INSTRUCTIONS TO FOLLOW
Check every line below, and copy those that include "data".
--*--
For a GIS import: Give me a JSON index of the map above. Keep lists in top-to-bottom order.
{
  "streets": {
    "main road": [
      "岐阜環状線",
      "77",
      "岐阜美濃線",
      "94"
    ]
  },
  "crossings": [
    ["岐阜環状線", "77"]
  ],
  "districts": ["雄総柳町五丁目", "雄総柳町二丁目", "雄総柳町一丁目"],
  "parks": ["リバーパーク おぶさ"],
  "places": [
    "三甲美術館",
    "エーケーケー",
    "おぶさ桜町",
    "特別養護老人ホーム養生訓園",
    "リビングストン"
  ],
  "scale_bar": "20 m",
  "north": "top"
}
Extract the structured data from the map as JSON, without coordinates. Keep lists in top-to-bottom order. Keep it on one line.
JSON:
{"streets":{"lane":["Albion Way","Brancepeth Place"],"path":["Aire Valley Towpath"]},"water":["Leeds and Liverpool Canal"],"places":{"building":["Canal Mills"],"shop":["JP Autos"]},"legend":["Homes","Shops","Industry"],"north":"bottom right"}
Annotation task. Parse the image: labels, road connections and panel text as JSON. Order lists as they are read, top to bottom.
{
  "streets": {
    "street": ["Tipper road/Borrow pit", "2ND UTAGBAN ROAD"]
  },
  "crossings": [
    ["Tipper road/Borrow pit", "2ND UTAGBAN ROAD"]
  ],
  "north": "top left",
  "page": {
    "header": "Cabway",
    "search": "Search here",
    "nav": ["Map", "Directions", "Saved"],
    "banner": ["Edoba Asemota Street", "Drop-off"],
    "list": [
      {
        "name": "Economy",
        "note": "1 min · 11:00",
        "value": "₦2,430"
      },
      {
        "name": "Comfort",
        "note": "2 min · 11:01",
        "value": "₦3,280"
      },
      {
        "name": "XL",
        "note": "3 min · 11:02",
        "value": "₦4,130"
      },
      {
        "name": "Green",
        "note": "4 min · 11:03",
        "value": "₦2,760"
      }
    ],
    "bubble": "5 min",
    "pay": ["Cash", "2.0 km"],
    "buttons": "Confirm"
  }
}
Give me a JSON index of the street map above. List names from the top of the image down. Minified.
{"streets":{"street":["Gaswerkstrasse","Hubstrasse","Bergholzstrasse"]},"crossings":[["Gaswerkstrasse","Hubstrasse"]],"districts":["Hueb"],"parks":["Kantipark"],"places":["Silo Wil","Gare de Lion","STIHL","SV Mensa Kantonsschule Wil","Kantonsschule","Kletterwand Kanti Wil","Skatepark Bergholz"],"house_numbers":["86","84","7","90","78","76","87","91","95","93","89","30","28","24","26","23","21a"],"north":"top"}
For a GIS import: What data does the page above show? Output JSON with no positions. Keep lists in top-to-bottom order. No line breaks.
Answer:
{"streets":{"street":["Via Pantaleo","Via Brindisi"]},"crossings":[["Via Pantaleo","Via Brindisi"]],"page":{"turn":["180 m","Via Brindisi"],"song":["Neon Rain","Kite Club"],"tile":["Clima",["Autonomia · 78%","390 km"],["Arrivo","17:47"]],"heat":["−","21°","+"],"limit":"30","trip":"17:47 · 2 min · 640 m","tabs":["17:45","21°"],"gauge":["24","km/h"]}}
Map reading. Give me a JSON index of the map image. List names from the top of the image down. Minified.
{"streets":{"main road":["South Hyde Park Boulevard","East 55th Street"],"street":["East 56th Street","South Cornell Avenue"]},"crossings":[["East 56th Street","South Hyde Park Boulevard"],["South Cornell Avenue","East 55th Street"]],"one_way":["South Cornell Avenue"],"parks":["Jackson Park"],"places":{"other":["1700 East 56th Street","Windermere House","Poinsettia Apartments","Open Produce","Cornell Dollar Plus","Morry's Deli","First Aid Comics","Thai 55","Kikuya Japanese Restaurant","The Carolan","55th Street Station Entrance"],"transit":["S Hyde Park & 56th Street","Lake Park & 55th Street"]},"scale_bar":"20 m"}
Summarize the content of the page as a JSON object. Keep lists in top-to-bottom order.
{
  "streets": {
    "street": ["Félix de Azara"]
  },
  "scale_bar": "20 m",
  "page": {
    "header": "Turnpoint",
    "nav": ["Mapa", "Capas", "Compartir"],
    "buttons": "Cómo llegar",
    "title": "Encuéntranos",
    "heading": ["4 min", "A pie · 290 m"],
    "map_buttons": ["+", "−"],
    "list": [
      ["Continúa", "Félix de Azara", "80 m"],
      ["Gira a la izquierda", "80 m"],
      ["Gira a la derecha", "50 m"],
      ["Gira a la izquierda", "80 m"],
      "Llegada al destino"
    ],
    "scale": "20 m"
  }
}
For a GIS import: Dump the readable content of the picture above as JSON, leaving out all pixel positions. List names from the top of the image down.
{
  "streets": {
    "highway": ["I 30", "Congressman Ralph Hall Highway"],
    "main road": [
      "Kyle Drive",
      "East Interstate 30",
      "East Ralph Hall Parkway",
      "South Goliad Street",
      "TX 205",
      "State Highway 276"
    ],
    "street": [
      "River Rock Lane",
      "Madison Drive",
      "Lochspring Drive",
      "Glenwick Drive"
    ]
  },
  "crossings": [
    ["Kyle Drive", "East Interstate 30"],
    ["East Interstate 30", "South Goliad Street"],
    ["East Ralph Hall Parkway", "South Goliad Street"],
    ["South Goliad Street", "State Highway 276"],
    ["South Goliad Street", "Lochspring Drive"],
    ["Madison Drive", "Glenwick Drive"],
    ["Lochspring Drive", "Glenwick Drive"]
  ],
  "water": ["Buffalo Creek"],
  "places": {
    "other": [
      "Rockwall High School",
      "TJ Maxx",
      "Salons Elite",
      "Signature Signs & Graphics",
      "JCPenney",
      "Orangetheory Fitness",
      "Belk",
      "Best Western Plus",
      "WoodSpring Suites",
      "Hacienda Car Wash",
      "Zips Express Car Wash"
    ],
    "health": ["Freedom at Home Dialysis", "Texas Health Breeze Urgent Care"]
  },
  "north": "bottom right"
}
--*--
TASK ANSWER
Extract the structured data from the map as JSON, without coordinates. Keep lists in top-to-bottom order. Keep it on one line.
For a GIS import: What data does the page above show? Output JSON with no positions. Keep lists in top-to-bottom order. No line breaks.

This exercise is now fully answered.